COACH MAGRO 8: Partita preparata benissimo dal coach della Germani. In questi giorni, dopo un ultimo mese da dimenticare, si è rivista la Brescia concreta ed efficace dell’anno scorso, e la finale è il giusto premio dopo due prestazioni davvero positive contro due avversari tosti.
CARPEGNA PROSCIUTTO PESARO
KRAVIC 6.5: L’ultimo ad arrendersi per la VL. Doppia-doppia da 12 punti e 11 rimbalzi con 5/9 al tiro e 3 assist, unico a creare davvero qualche grattacapo alla retroguardia bresciana.
ABDUR-RAHKMAN 4: Stavolta manca totalmente il suo contributo, da ogni punto di vista. 6 punti e 4 assist, a fronte però di 1/10 al tiro e 5 palle perse. Assenza non giustificata e incolmabile per la squadra marchigiana.

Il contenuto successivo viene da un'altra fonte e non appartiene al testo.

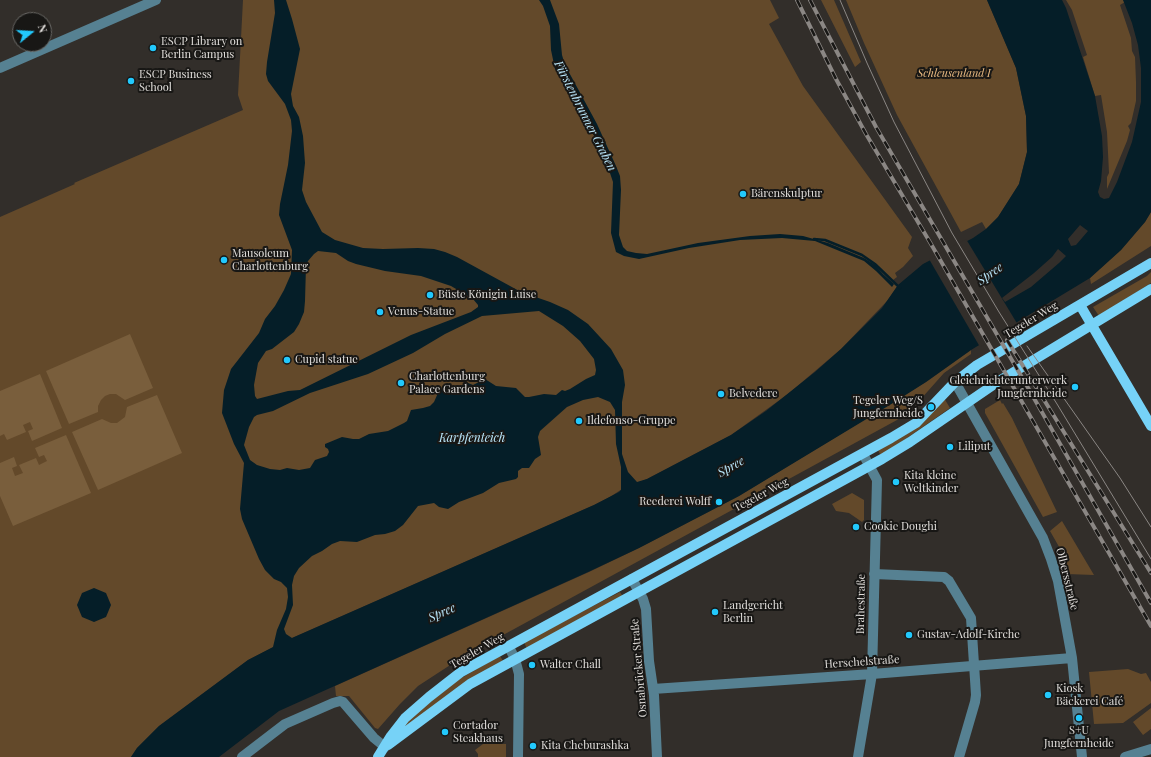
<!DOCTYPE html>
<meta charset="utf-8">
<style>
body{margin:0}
#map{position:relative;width:1151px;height:757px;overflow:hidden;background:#322e2a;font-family:"Playfair Display",serif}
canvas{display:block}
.north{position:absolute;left:12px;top:12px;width:40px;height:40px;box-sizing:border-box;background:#181715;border:1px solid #686764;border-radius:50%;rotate:72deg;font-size:11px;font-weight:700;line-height:16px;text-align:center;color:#e1dedb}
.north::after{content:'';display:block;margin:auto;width:14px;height:18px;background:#22c9fd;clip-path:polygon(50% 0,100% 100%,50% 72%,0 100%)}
</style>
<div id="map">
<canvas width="1151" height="757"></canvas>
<div class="north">N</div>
</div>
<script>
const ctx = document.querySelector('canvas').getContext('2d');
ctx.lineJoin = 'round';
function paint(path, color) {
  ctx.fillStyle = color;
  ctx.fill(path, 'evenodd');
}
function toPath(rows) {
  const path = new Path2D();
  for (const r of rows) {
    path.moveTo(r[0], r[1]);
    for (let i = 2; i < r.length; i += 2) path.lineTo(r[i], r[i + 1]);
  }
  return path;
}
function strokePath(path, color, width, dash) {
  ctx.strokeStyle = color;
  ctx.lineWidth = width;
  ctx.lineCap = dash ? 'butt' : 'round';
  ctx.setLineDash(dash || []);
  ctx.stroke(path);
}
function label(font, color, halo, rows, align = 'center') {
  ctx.font = font + ' "Playfair Display",serif';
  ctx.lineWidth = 4;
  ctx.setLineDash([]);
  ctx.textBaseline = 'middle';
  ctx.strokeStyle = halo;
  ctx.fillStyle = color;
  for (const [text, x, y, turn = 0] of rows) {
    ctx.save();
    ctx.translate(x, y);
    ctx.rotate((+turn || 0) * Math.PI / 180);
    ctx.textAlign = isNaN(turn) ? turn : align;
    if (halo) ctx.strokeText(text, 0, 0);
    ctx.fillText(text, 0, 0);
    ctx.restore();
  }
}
paint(toPath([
 [243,0,770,0,779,18,769,24,803,86,912,237,908,248,913,256,903,267,895,273,897,277,893,280,898,285,888,300,841,349,788,394,731,435,647,479,622,489,610,497,594,505,292,638,248,660,159,726,137,748,131,757,0,757,0,217,75,184,74,183,243,110,238,95],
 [821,0,834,0,861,62,855,67],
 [846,0,987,0,1016,68,1026,116,1027,152,1019,184,998,217,986,229,982,222,961,232,897,115,864,43],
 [1066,0,1123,0,1125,2,1120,5,1131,38,1132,51,1135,57,1136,82,1136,101,1131,123,1128,126,1130,130,1127,141,1107,189,1107,177,1109,173,1107,132,1101,95,1095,96,1083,57,1087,55,1072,10],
 [1151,212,1151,246,1091,284,1090,278,1121,250,1145,222],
 [1151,272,1151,283,1099,316,1093,307,1147,276],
 [971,350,971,354,944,373,920,400,897,420,461,658,418,686,400,704,378,729,375,728,349,696,336,696,335,686,589,572,639,548,739,496,926,382],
 [944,398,950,408,881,456,878,450],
 [1000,400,1002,404,1003,403,1012,418,1057,512,1043,517,985,413,985,409],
 [852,493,864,500,864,520,862,522,849,513,836,511,832,504],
 [1062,521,1094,575,1067,574,1062,552,1050,531],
 [620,592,623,597,527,649,524,642],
 [500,656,503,661,397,734,404,723,456,681],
 [1128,669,1141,674,1146,673,1151,682,1151,703,1123,723,1094,724,1089,672],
 [1151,708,1151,729,1143,735,1133,722],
 [483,744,506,744,506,757,478,757,478,754,475,750]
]), '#63492a');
paint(toPath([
 [130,334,153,388,125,400,116,394,110,394,105,396,101,400,98,406,98,412,69,424,46,371],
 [40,374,62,428,32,441,28,431,33,429,30,422,23,425,26,432,7,440,4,434,0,436,0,391],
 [157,395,182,453,98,490,72,432,102,419,111,423,117,423,125,417,127,407],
 [66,435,91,493,13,526,0,496,0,463,14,457,17,466,12,468,15,476,23,473,19,465,36,458,39,465,47,461,44,455,39,457,35,448]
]), '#795e3c');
paint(toPath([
 [274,0,286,0,292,19,300,49,291,94,293,106,299,117,303,136,305,163,302,190,306,202,322,232,335,240,363,248,383,249,418,248,434,249,445,252,457,257,521,292,550,302,568,310,588,324,611,349,623,370,625,385,622,402,622,454,628,472,637,482,647,479,731,435,766,411,815,372,841,349,882,308,898,285,923,264,973,238,986,229,998,217,1019,184,1027,152,1026,116,1016,68,987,0,1062,0,1066,8,1095,96,1102,136,1103,157,1101,181,1098,192,1100,197,1104,199,1109,198,1117,182,1132,142,1141,102,1141,68,1138,45,1132,23,1123,0,1151,0,1151,212,1145,222,1121,250,1090,278,971,350,926,382,893,403,739,496,639,548,588,572,279,711,219,757,131,757,137,748,159,726,248,660,273,647,277,630,286,609,288,597,287,588,281,582,274,579,265,570,259,559,242,519,240,509,244,463,234,444,222,413,224,390,231,369,259,333,265,319,275,306,284,290,291,274,292,250,279,215,280,204,288,165,292,131,291,120,285,104,268,81,266,74,267,62,275,13],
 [1080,225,1088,231,1076,245,1071,246,1068,239],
 [1058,249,1066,256,1059,263,1031,287,1005,302,1002,298,1034,273,1052,257],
 [318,251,336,253,348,261,356,264,385,271,421,276,451,286,473,299,478,305,478,307,471,312,411,335,300,390,288,391,257,399,255,396,254,385,258,363,266,351,272,349,294,332,299,324,304,312,305,301,306,266,308,261,314,254],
 [539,311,563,326,580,341,594,359,596,370,595,375,586,379,570,389,565,391,562,390,556,395,544,394,529,397,525,397,516,388,496,386,485,379,473,385,468,383,455,388,449,386,442,389,438,393,434,402,430,406,423,408,411,410,407,421,404,423,388,431,369,434,359,439,353,439,342,437,325,444,325,447,328,449,329,452,327,456,315,460,310,468,299,470,287,468,280,470,270,469,257,465,250,460,244,445,249,427,254,417,257,415,273,411,310,393,368,374,413,353,445,334,482,316],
 [598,397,610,402,615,410,616,444,621,467,621,490,619,492,594,505,292,638,286,634,284,629,293,605,292,585,294,576,299,568,312,556,322,551,332,544,340,541,357,542,375,535,385,534,395,531,403,525,418,506,434,503,439,507,448,509,459,502,483,493,499,483,516,479,518,477,518,471,522,468,529,468,535,459,541,455,538,437,540,431,567,407,583,400],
 [539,0,550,0,559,24,562,55,565,65,597,124,616,166,620,176,621,190,619,235,623,247,627,251,636,253,647,254,698,243,750,236,780,234,803,236,828,243,864,258,875,265,883,274,894,284,892,287,876,271,864,261,815,241,782,238,740,240,689,248,639,259,624,256,616,252,611,233,613,182,604,155,590,128,555,69,551,50,550,26,543,6],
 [94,588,106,593,111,605,106,617,94,622,82,617,77,605,82,593]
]), '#051e28');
paint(toPath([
 [966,239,1018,325,980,347,929,259]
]), '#322e2a');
strokePath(toPath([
 [814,239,825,240,862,255,875,264,900,288]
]), '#051e28', 2.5);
strokePath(toPath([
 [0,68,156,0],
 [955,382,1043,538,1051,559,1058,581,1072,658,1082,757],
 [874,574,944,577,949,581,971,618,976,695,975,702,959,757],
 [632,579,643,599,646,609,649,661,654,695,657,757],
 [509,647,515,659,519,674,518,757],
 [653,689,872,674,1072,658],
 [242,757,285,724,333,703,340,701,343,702,374,738,385,747],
 [858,757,872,674,877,480,863,454],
 [1125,757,1151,749]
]), '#568192', 10);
strokePath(toPath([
 [1080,305,1151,426],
 [388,745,470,684,882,459,910,442,999,381,1151,289],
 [378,757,391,736,405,718,429,697,461,672,891,438,916,423,955,382,977,365,1151,263]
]), '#76d2f7', 10);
strokePath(toPath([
 [840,0,867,63,894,122,952,233,999,312,1057,404,1151,559],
 [1027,346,1120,478,1151,527]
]), '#8b8784', 1);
const rail = toPath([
 [797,0,836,79,866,134,931,244,1151,626],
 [810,0,876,127,1027,386,1151,603],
 [1007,340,1151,573]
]);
strokePath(rail, '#8b8784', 4);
strokePath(rail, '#181715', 2.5, [8]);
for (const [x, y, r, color] of [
 [153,48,4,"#22c9fd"],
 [131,81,4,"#22c9fd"],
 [743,194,4,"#22c9fd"],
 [224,260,4,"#22c9fd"],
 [430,295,4,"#22c9fd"],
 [380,312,4,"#22c9fd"],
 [287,360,4,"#22c9fd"],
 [401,383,4,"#22c9fd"],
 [1075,387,4,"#22c9fd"],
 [721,394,4,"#22c9fd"],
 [931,407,4,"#22c9fd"],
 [579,421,4,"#22c9fd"],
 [950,447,4,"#22c9fd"],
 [896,482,4,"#22c9fd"],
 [719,502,4,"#22c9fd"],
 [856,527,4,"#22c9fd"],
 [715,612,4,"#22c9fd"],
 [909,635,4,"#22c9fd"],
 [532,665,4,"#22c9fd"],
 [1048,695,4,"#22c9fd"],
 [1079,718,4,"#22c9fd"],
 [445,732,4,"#22c9fd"],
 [533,746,4,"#22c9fd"]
]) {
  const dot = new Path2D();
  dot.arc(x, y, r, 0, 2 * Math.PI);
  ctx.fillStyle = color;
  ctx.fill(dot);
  strokePath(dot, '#181715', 1.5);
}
label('11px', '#e1dedb', '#181715', [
 ["ESCP Library on",161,42],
 ["Berlin Campus",161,55],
 ["ESCP Business",139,75],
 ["School",139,88],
 ["Bärenskulptur",751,194],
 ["Mausoleum",232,254],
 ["Charlottenburg",232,267],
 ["Büste Königin Luise",438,295],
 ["Venus-Statue",388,312],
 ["Cupid statue",295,360],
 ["Charlottenburg",409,377],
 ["Palace Gardens",409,390],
 ["Gleichrichterunterwerk",1067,381,"right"],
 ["Jungfernheide",1067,394,"right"],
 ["Belvedere",729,394],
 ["Tegeler Weg/S",923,401,"right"],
 ["Jungfernheide",923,414,"right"],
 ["Ildefonso-Gruppe",587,421],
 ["Liliput",958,447],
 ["Kita kleine",904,476],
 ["Weltkinder",904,489],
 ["Reederei Wolff",711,502,"right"],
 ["Cookie Doughi",864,527],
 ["Landgericht",723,606],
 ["Berlin",723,619],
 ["Gustav-Adolf-Kirche",917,635],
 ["Walter Chall",540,665],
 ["Kiosk",1056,689],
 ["Bäckerei Café",1056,702],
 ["Cortador",453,726],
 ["Steakhaus",453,739],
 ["S+U",1079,731,"center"],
 ["Jungfernheide",1079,744,"center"],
 ["Kita Cheburashka",541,746]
], 'left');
label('italic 11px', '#e8b981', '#181715', [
 ["Schleusenland I",954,74]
]);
label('11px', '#e1dedb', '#181715', [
 ["Tegeler Weg",1031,320,-31],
 ["Tegeler Weg",761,495,-28],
 ["Olbersstraße",1067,579,76],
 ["Brahestraße",861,604,-89],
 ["Tegeler Weg",477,651,-30],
 ["Herschelstraße",862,662,-4],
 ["Osnabrücker Straße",639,668,-95]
]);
label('italic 12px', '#bae7fb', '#181715', [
 ["Fürstenbrunner Graben",585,116,63],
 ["Spree",990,274,-35],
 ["Karpfenteich",472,438],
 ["Spree",731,467,-30],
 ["Spree",442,613,-24]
]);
</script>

VISCONTI 5: Prestazione raccontata da un plus/minus di -18, il peggiore di giornata, in 10 minuti di impiego. Incapace di dare una scossa in una serata complicatissima per Abdur-Rahkman.
MORETTI 5: Torna a disposizione di Repesa, ma non è sicuramente nelle condizioni migliori. All’attacco marchigiano mancano le sue fiammate in attacco e la sua leadership in regia, a questo si aggiungono le difficoltà in difesa e i 5 falli commessi in poco più di 13 minuti di gioco.
TAMBONE 5: Come Visconti, anche lui non riesce a dare un contributo in uscita dalla panchina, faticando in entrambe le metà campo.
STAZZONELLI ne
GUDMUNDSSON 4.5: L’intraprendenza e la grinta non si discutono, ma in una serata da 3/10 al tiro (0/5 a metà gara) l’islandese finisce per creare più problemi di quanti non ne risolva.
CHARALAMPOPOULOS 6: Parte molto bene ma non ha le capacità per caricarsi l’attacco della squadra sulle spalle da solo. Prestazione comunque da sufficienza con 14 punti segnati.
TOTÈ 5: Sovrastato dai due centri di Brescia quando chiamato in causa, resta a secco dal campo e soffre molto a rimbalzo.
CHEATHAM 4: Stesso discorso fatto per Abdur-Rahkman: quando l’ala americana fatica così tanto a trovare il fondo della retina (1/11) per l’attacco della VL è notte fonda. Anche sotto i tabelloni due rimbalzi catturati in 25 minuti sono decisamente troppo pochi.
DELFINO 6: Quando Brescia scappa, gli unici tentativi di rimonta pesarese partono dal veterano argentino, che termina il match con 8 punti, 3 recuperi e 6 rimbalzi.
COACH REPESA 5: Stanchezza e condizioni precarie sono alibi che solo in parte possono giustificare una prova così negativa in attacco per la squadra che è seconda per realizzazioni di media a partita in campionato. Nervoso, il coach ex Olimpia e Fortitudo chiude anzitempo la gara rimediando un doppio fallo tecnico.